Source data =>
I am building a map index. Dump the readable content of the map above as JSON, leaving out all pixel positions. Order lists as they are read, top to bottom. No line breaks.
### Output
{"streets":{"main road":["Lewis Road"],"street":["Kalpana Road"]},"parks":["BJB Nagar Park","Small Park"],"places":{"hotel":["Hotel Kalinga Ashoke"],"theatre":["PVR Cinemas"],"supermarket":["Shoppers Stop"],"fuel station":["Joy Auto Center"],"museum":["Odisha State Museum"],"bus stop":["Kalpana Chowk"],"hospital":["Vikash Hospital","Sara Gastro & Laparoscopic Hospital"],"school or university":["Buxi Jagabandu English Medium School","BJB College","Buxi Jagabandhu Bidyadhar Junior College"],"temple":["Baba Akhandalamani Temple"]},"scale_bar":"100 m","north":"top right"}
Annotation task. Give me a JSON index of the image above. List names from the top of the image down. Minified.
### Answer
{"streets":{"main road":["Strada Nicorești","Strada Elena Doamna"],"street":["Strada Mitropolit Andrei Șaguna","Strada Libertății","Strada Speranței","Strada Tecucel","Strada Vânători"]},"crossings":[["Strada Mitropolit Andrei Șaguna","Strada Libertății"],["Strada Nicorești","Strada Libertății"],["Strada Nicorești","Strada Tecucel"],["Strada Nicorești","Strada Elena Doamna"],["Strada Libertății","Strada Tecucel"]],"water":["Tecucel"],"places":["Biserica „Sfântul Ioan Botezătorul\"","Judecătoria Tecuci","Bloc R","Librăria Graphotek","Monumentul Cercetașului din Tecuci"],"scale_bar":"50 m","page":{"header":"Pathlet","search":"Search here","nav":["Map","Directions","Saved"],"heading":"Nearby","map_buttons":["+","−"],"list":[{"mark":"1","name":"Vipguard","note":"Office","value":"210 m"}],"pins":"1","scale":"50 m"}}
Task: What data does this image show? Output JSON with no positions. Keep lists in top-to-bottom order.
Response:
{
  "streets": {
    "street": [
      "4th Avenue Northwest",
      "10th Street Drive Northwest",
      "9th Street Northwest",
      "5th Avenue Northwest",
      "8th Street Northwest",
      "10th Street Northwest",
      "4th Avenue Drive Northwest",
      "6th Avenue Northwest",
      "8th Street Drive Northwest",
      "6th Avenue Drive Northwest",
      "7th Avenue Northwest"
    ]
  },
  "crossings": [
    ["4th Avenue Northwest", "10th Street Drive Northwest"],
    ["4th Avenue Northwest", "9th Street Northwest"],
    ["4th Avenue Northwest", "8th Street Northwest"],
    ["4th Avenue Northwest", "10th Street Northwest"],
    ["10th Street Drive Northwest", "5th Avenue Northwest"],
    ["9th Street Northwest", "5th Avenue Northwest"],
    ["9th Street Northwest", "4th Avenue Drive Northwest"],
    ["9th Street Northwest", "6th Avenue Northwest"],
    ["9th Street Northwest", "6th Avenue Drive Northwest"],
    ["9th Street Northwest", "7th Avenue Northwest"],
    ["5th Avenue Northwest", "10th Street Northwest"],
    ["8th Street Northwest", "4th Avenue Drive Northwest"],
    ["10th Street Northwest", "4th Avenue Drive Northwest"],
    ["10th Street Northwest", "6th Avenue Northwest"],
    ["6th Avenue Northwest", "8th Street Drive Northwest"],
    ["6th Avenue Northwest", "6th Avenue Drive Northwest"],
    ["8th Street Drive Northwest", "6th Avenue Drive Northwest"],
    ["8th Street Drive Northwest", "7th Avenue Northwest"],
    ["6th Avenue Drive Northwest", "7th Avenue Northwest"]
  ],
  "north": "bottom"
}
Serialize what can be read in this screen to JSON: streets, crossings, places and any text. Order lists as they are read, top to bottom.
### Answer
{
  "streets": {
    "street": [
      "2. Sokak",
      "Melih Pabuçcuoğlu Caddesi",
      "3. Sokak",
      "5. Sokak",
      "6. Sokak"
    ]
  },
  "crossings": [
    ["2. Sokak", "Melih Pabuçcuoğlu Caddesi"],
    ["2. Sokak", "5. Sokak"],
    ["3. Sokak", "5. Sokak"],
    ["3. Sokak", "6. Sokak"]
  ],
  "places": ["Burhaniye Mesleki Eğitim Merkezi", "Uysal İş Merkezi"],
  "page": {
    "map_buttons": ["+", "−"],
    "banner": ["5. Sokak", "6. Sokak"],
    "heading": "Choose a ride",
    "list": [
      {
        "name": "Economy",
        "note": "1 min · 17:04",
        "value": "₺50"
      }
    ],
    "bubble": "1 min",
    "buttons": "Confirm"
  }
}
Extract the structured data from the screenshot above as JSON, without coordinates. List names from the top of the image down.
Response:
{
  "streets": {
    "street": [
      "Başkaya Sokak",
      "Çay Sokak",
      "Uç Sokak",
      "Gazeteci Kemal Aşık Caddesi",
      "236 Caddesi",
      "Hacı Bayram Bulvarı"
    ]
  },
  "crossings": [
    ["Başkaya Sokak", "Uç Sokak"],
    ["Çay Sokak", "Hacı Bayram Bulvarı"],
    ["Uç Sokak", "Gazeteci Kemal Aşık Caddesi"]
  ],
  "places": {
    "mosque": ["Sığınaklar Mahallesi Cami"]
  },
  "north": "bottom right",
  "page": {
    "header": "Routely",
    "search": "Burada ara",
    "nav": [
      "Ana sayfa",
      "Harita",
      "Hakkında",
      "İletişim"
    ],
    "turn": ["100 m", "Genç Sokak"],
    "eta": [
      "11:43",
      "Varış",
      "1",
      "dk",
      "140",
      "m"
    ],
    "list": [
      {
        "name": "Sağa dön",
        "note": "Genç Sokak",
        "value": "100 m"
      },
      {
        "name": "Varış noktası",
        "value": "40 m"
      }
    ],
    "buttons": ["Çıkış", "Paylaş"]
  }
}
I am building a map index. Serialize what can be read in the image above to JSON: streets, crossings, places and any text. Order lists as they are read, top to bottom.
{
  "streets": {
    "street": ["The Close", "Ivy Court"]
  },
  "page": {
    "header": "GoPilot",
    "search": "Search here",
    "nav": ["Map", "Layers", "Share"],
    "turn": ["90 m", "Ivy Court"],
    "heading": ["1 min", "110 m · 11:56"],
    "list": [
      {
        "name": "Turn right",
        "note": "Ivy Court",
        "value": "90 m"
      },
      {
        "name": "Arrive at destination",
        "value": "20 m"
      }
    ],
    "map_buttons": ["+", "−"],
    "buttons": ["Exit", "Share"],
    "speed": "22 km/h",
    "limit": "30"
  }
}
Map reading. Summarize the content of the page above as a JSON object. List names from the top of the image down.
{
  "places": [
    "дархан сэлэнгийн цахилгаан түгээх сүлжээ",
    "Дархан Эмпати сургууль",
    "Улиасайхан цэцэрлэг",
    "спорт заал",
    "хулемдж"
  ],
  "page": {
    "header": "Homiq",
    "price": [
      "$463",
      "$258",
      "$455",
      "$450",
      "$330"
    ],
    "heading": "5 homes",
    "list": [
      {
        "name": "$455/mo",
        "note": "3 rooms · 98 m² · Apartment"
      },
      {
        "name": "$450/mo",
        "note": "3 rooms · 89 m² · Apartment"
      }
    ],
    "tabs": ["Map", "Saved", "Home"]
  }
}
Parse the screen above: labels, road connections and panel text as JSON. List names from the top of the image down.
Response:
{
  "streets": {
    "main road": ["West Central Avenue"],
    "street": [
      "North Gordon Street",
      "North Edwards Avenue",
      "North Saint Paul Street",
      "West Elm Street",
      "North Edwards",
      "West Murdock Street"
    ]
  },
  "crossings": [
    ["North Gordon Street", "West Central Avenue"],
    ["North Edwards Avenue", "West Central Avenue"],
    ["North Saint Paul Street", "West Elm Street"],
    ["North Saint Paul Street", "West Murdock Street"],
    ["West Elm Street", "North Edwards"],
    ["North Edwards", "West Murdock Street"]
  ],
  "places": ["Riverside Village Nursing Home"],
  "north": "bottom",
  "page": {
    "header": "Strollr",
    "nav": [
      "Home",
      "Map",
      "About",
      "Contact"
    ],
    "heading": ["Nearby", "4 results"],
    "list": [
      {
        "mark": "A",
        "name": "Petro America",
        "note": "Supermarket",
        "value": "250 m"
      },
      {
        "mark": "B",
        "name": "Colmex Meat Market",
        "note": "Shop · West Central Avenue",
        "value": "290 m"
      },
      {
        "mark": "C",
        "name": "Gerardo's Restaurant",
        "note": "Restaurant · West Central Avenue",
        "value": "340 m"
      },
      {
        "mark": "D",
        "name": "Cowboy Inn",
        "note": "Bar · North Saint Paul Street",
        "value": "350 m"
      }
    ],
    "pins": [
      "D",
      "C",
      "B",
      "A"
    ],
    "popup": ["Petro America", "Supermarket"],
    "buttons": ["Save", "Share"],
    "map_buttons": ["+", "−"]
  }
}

Task details =>
Collect from the data above every line that includes "Serialize".

Response =>
Serialize what can be read in this screen to JSON: streets, crossings, places and any text. Order lists as they are read, top to bottom.
I am building a map index. Serialize what can be read in the image above to JSON: streets, crossings, places and any text. Order lists as they are read, top to bottom.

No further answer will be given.